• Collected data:

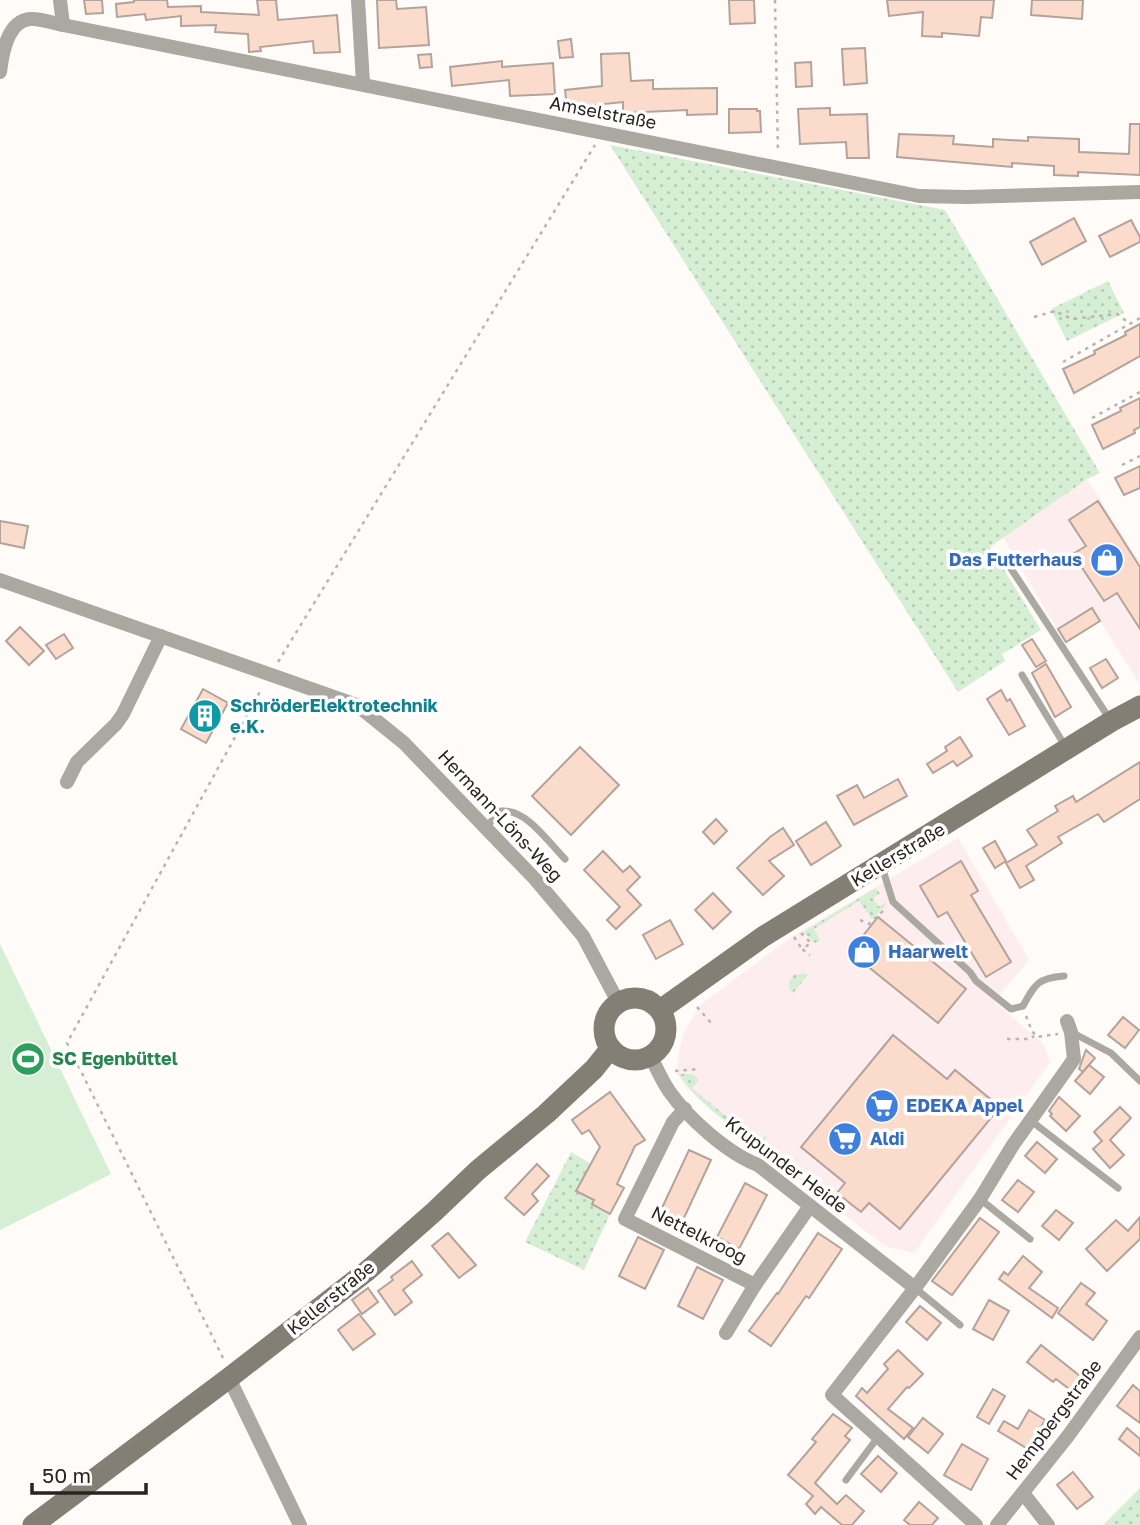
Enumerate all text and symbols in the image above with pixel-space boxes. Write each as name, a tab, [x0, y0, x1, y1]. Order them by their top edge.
street label: Amselstraße	[548, 91, 658, 133]
shop icon: Das Futterhaus	[1088, 541, 1126, 579]
place label: Das Futterhaus	[949, 548, 1082, 570]
place label: SchröderElektrotechnik e.K.	[230, 694, 439, 737]
building icon: SchröderElektrotechnik e.K.	[186, 697, 224, 735]
street label: Hermann-Löns-Weg	[434, 745, 568, 886]
street label: Kellerstraße	[846, 817, 949, 891]
shop icon: Haarwelt	[845, 933, 883, 971]
place label: Haarwelt	[888, 940, 968, 962]
sports icon: SC Egenbüttel	[9, 1040, 47, 1078]
place label: SC Egenbüttel	[52, 1047, 178, 1069]
supermarket icon: EDEKA Appel	[863, 1087, 901, 1125]
place label: EDEKA Appel	[906, 1094, 1024, 1116]
street label: Krupunder Heide	[721, 1111, 852, 1217]
supermarket icon: Aldi	[826, 1120, 864, 1158]
place label: Aldi	[870, 1127, 905, 1149]
street label: Nettelkroog	[648, 1201, 751, 1268]
street label: Kellerstraße	[282, 1255, 378, 1339]
street label: Hempbergstraße	[1001, 1355, 1106, 1484]
scale bar	[32, 1452, 145, 1496]
text: 50 m	[42, 1462, 91, 1488]

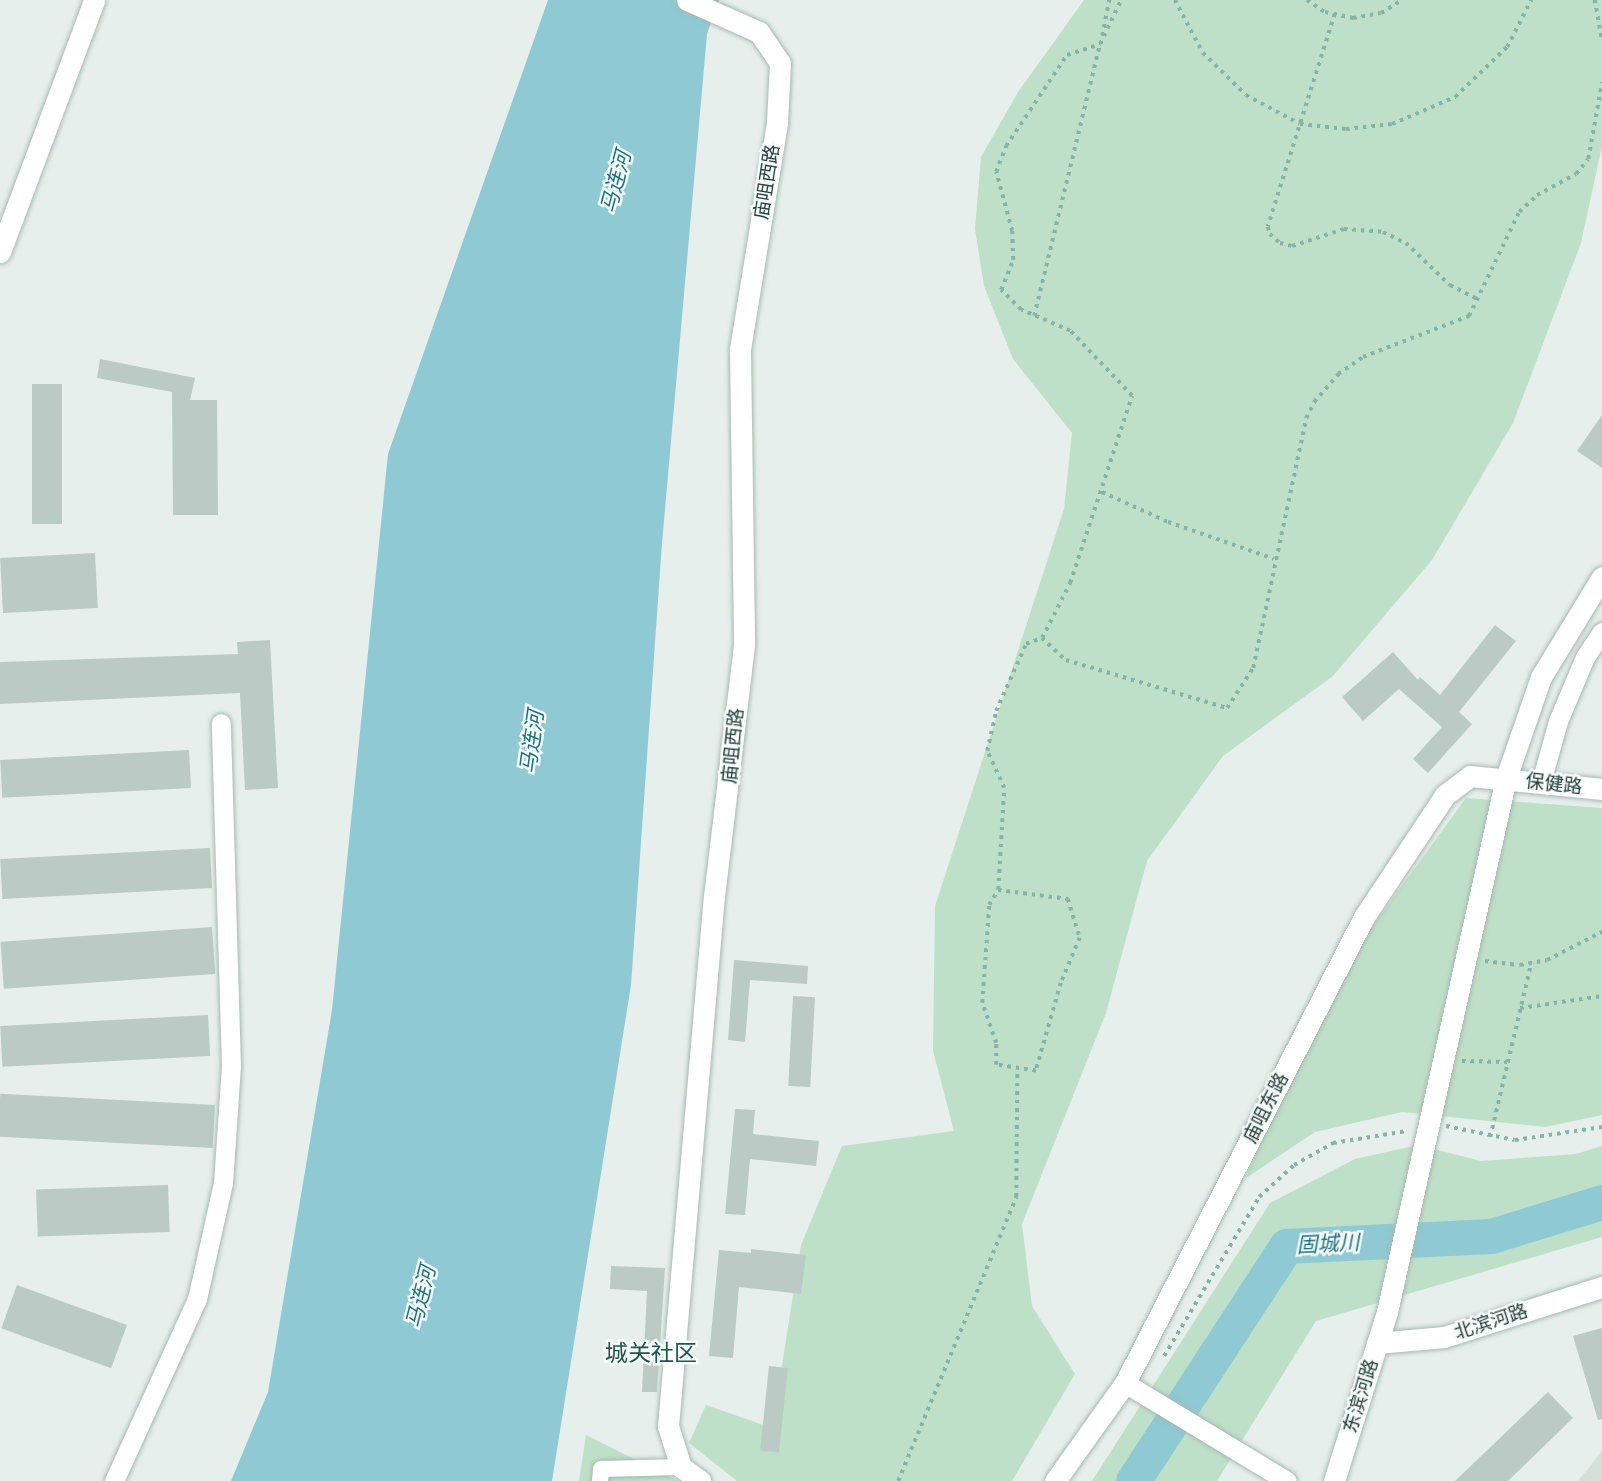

• Exercise details: Would you show every line in the data above that contains the string "supermarket"?

• Your solution:
supermarket icon: EDEKA Appel	[863, 1087, 901, 1125]
supermarket icon: Aldi	[826, 1120, 864, 1158]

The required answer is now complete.